Spark(13)
Aran called up his hacker scripts again. When he ran the third one, the air of Feyland rippled, and he glimpsed something behind the pastoral scene. Something glittering and dark.
What the hell was that?
Swallowing back a sudden jab of fear, he tried the code again. Nothing.
Nothing left to do but go farther into the game. Before heading to the cottage, he reviewed his character’s combat skills, memorizing the few moves his Saboteur came equipped with. A couple stabs and slices, a dodge-and-disappear, and a distance knife throw. Hopefully they’d be adequate to deal with whatever creatures he might meet in battle.

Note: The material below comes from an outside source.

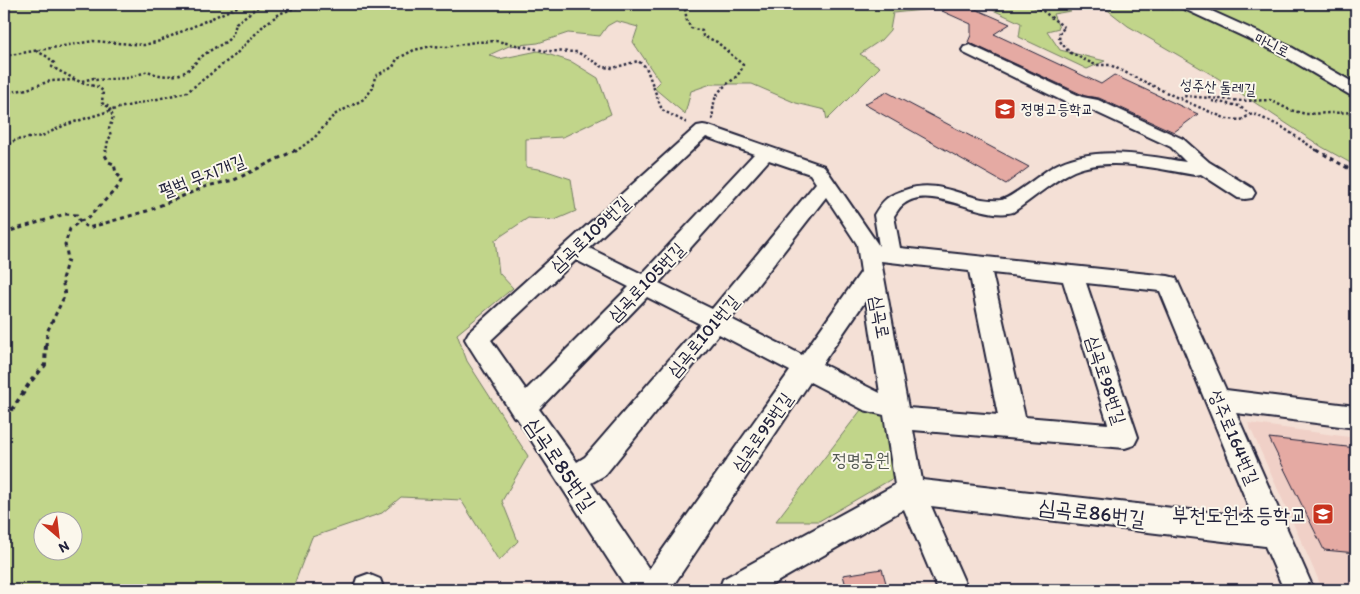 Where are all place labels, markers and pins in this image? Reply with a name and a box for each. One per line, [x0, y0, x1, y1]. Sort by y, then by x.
school or university icon: 정명고등학교 [993, 97, 1017, 121]
place label: 정명고등학교 [1021, 100, 1093, 118]
place label: 부천도원초등학교 [1172, 502, 1307, 527]
school or university icon: 부천도원초등학교 [1311, 502, 1335, 526]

A bird swooped overhead, singing. The meadow grasses, scattered with yellow and blue flowers like something out of a famous painting, riffled in the breeze. Still, he couldn’t get that foreboding sense off his shoulders. Something was watching him—and waiting.

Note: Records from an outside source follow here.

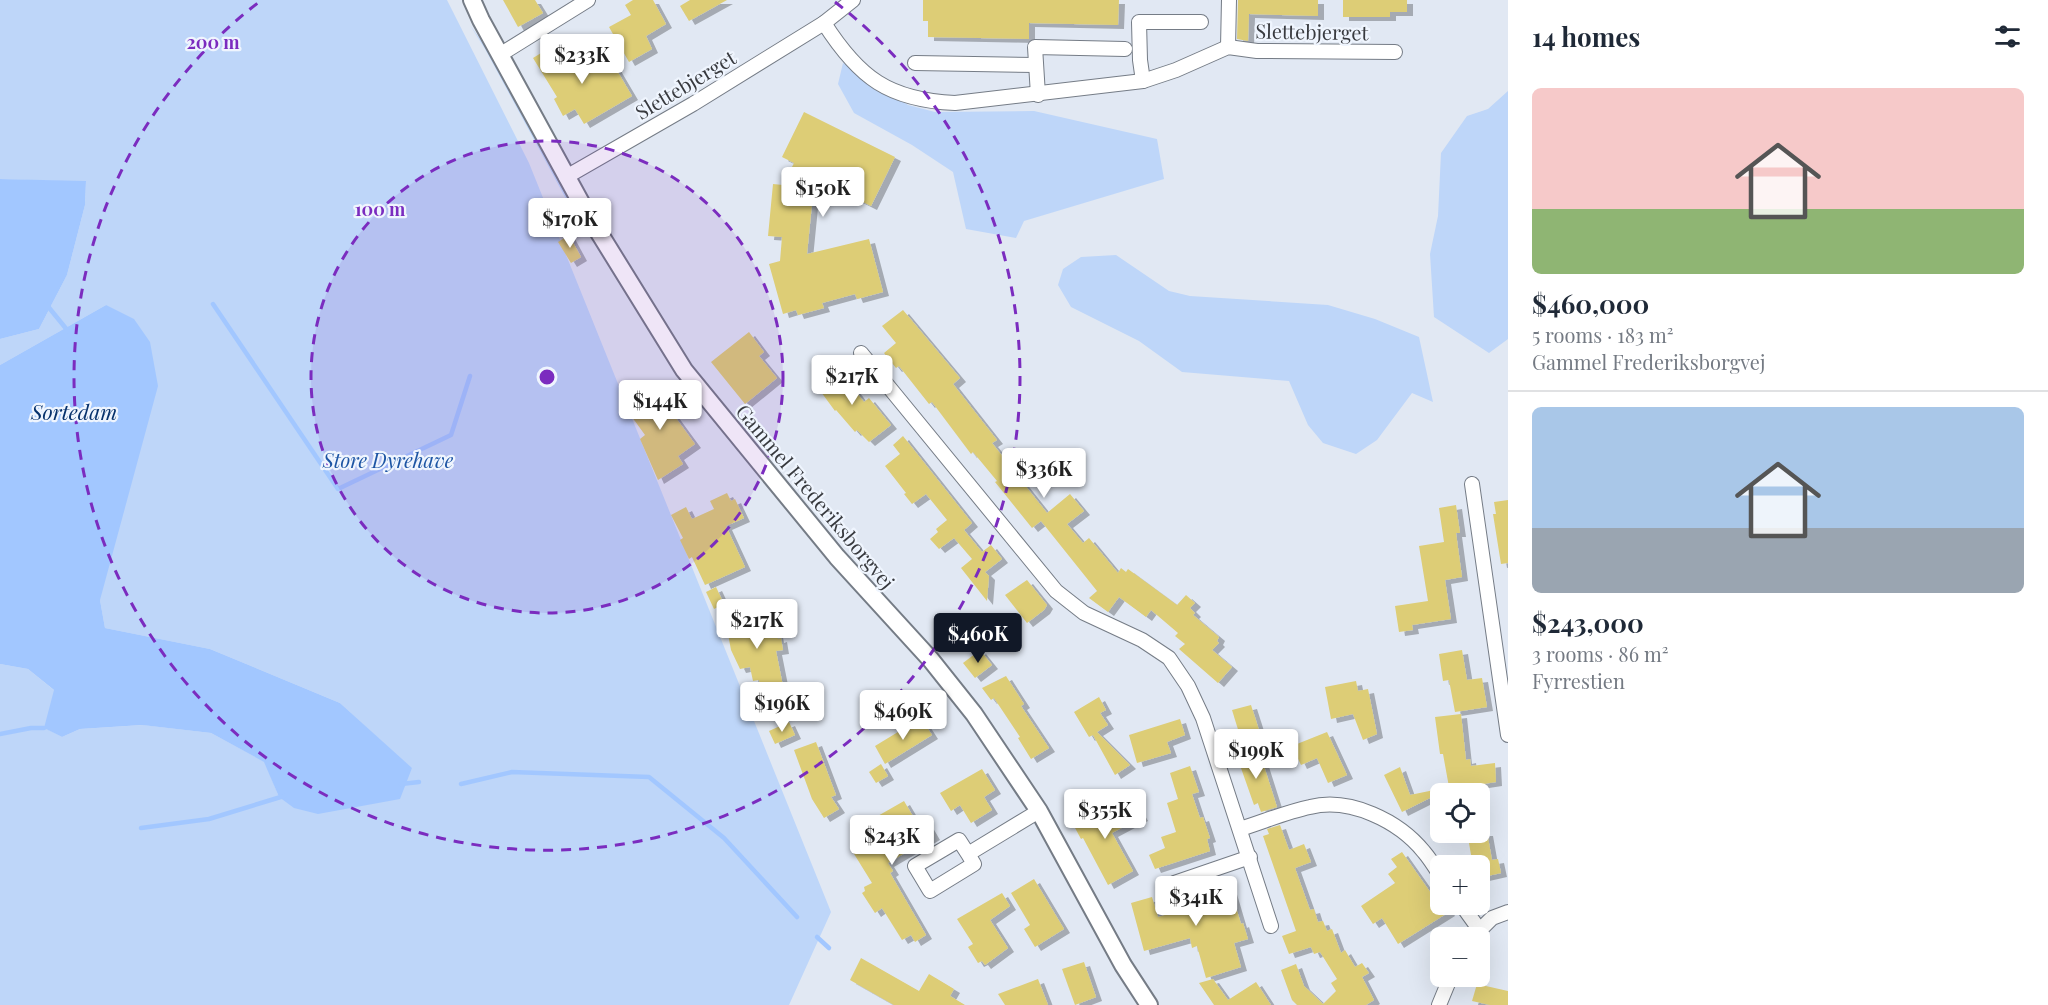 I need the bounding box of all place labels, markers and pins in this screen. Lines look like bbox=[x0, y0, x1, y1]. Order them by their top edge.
pin: $233K bbox=[540, 34, 624, 85]
pin: $150K bbox=[781, 167, 865, 218]
pin: $170K bbox=[528, 198, 612, 249]
pin: $217K bbox=[810, 355, 894, 406]
centre of rings bbox=[537, 367, 557, 387]
pin: $144K bbox=[618, 380, 702, 431]
pin: $336K bbox=[1002, 448, 1086, 499]
pin: $217K bbox=[715, 599, 799, 650]
pin: $460K bbox=[936, 613, 1020, 664]
pin: $196K bbox=[740, 682, 824, 733]
pin: $469K bbox=[861, 690, 945, 741]
pin: $199K bbox=[1214, 729, 1298, 780]
pin: $355K bbox=[1063, 789, 1147, 840]
pin: $243K bbox=[850, 815, 934, 866]
pin: $341K bbox=[1154, 876, 1238, 927]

“Mr. Cole?” Vonda’s voice sounded over his headset, roughened with static. “How’s it going in there?”
“Good,” Aran said. “It’s an amazing place.”

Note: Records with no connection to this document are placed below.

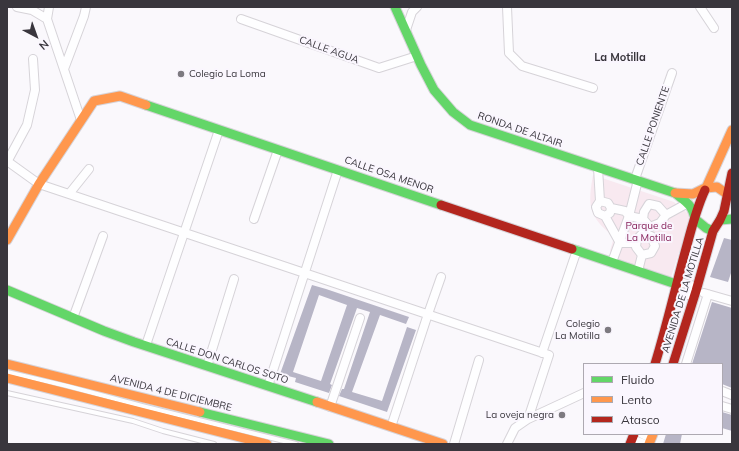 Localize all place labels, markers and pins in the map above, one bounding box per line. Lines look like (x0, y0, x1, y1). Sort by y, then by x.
place label: Colegio La Loma (189, 68, 266, 80)
marker: Colegio La Loma (176, 69, 186, 79)
place label: Colegio La Motilla (555, 318, 600, 342)
marker: Colegio La Motilla (603, 325, 613, 335)
place label: La oveja negra (486, 409, 554, 421)
marker: La oveja negra (557, 410, 567, 420) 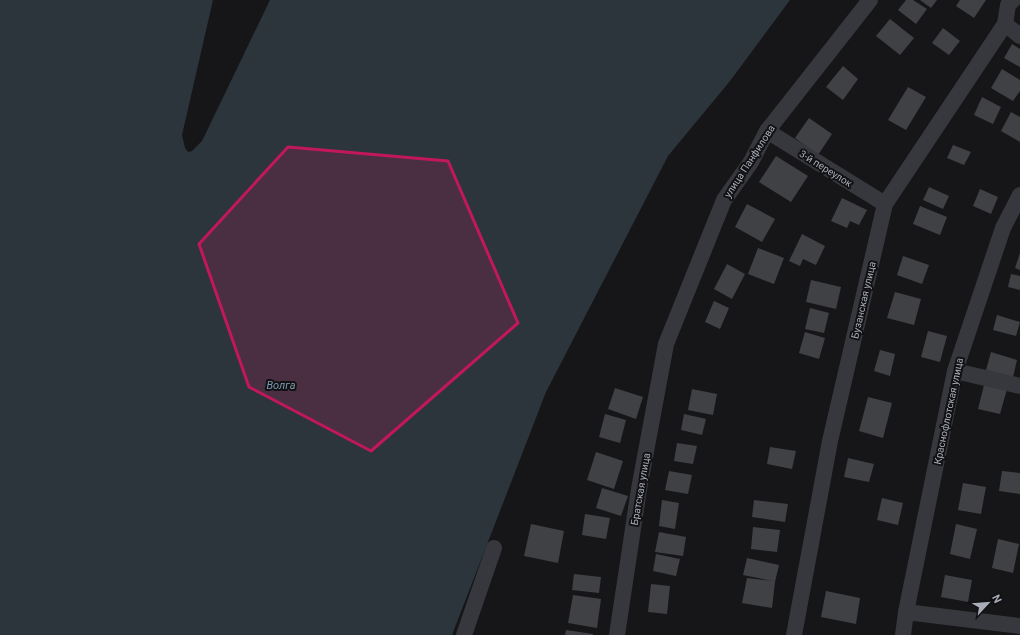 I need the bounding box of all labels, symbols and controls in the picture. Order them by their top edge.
street label: улица Панфилова [722,123,777,199]
street label: 3-й переулок [797,148,855,189]
street label: Бузанская улица [849,260,878,340]
street label: Краснофлотская улица [932,357,965,465]
water label: Волга [266,379,296,392]
street label: Братская улица [629,452,652,526]
north arrow [968,583,1008,623]
text: N [989,592,1004,605] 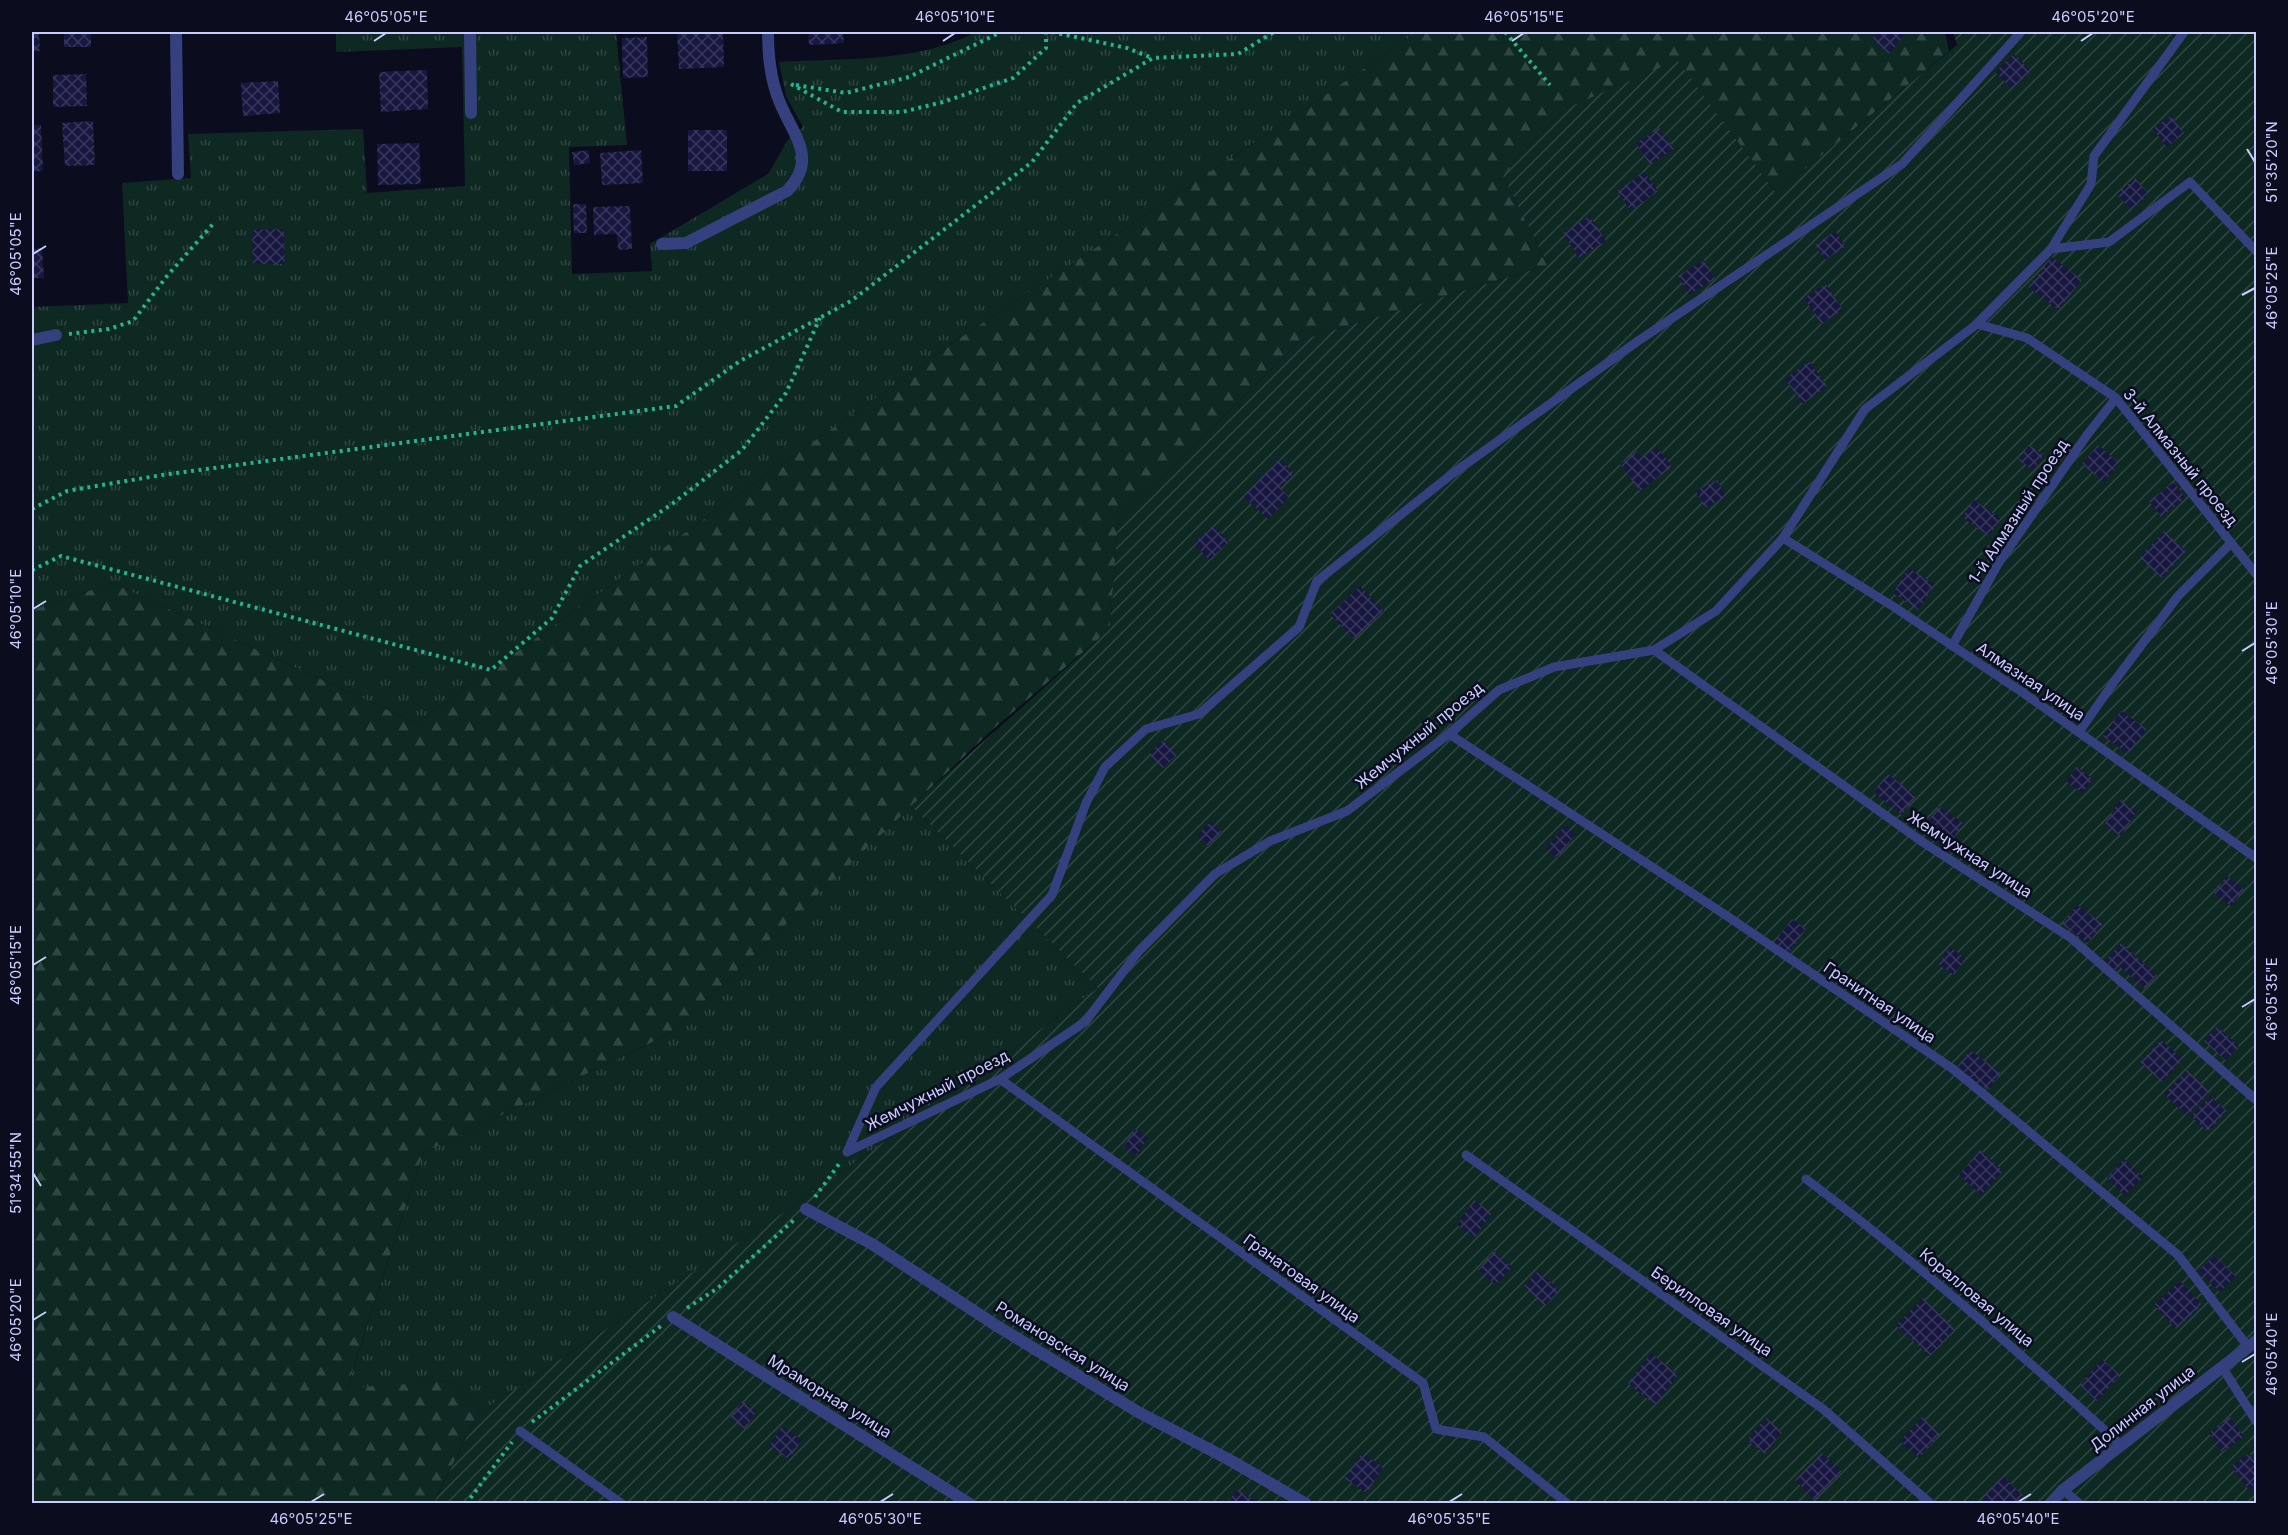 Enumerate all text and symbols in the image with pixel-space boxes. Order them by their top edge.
text: 46°05'05"E [344,7,428,26]
text: 46°05'10"E [915,7,995,26]
text: 46°05'15"E [1484,7,1564,26]
text: 46°05'20"E [2051,7,2135,26]
text: 51°35'20"N [2262,121,2281,203]
text: 46°05'05"E [6,212,25,296]
text: 46°05'25"E [2262,246,2281,330]
street label: 3-й Алмазный проезд [2119,384,2243,530]
street label: 1-й Алмазный проезд [1964,435,2072,587]
text: 46°05'10"E [6,569,25,649]
text: 46°05'30"E [2262,601,2281,685]
street label: Алмазная улица [1973,637,2089,725]
street label: Жемчужный проезд [1351,677,1487,793]
street label: Жемчужная улица [1904,806,2036,902]
text: 46°05'15"E [6,925,25,1005]
street label: Гранитная улица [1820,957,1940,1047]
text: 46°05'35"E [2262,957,2281,1041]
street label: Жемчужный проезд [862,1045,1012,1135]
text: 51°34'55"N [6,1132,25,1214]
street label: Гранатовая улица [1240,1229,1364,1327]
street label: Коралловая улица [1916,1243,2038,1351]
street label: Берилловая улица [1647,1262,1777,1360]
text: 46°05'20"E [6,1278,25,1362]
street label: Романовская улица [992,1297,1134,1395]
text: 46°05'40"E [2262,1312,2281,1396]
street label: Мраморная улица [764,1350,896,1442]
street label: Долинная улица [2085,1361,2199,1455]
text: 46°05'25"E [269,1509,353,1528]
text: 46°05'30"E [838,1509,922,1528]
text: 46°05'35"E [1407,1509,1491,1528]
text: 46°05'40"E [1976,1509,2060,1528]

“You’ve got another twenty minutes to enjoy it before I need you to log off,” she said.
“Right. I’ll finish up. Just let me know when.”
Time was funny in-game, but he was still surprised by how quickly it had gone. His stomach knotted. This was his chance, and so far he had nothing to show for it. Way to go, mister supreme hacker.
He didn’t have time to waste standing around listening to his own self-doubt. Shutting up the mocking voice, Aran strode forward to the little cottage. Sunlight sparked off its diamond-paned windows and made the whitewashed walls and golden thatch shine brightly.
Something crouched on the front step; a creature that made Aran’s steps slow. As he got closer he saw it was a hunched goblin with sharp teeth, wearing a blood-red cap and stained leather jerkin. The faint scent of rotting flowers wafted to Aran’s nose.
The goblin stood, his clawed fingers clasped about a long-handled axe, his malicious gaze fixed on Aran. Taking a deep breath, Aran drew his knives.
Instead of attacking him, the goblin spoke, his voice rough as old hinges.
“Greetings, mortal,” the creature said.
Aran rolled his weight onto the balls of his feet and considered how to answer. Maybe the goblin was a quest-giver of some kind, though there weren’t many clues. Feyland was surprisingly scarce with the information given out to players. He supposed it was part of the immersive appeal, but most games provided at least a sense of the basics, if not full-on tutorials. This kind of confusing approach wasn’t going to fly with a lot of casual gamers. What had VirtuMax been thinking?
The goblin tapped his ugly fingers, but gave no sign that he was planning to get violent.
“Hello,” Aran said at last, bracing himself.
“Ah! It speaks.” The goblin sneered at him. “What do you seek, Eron the Adventurer?”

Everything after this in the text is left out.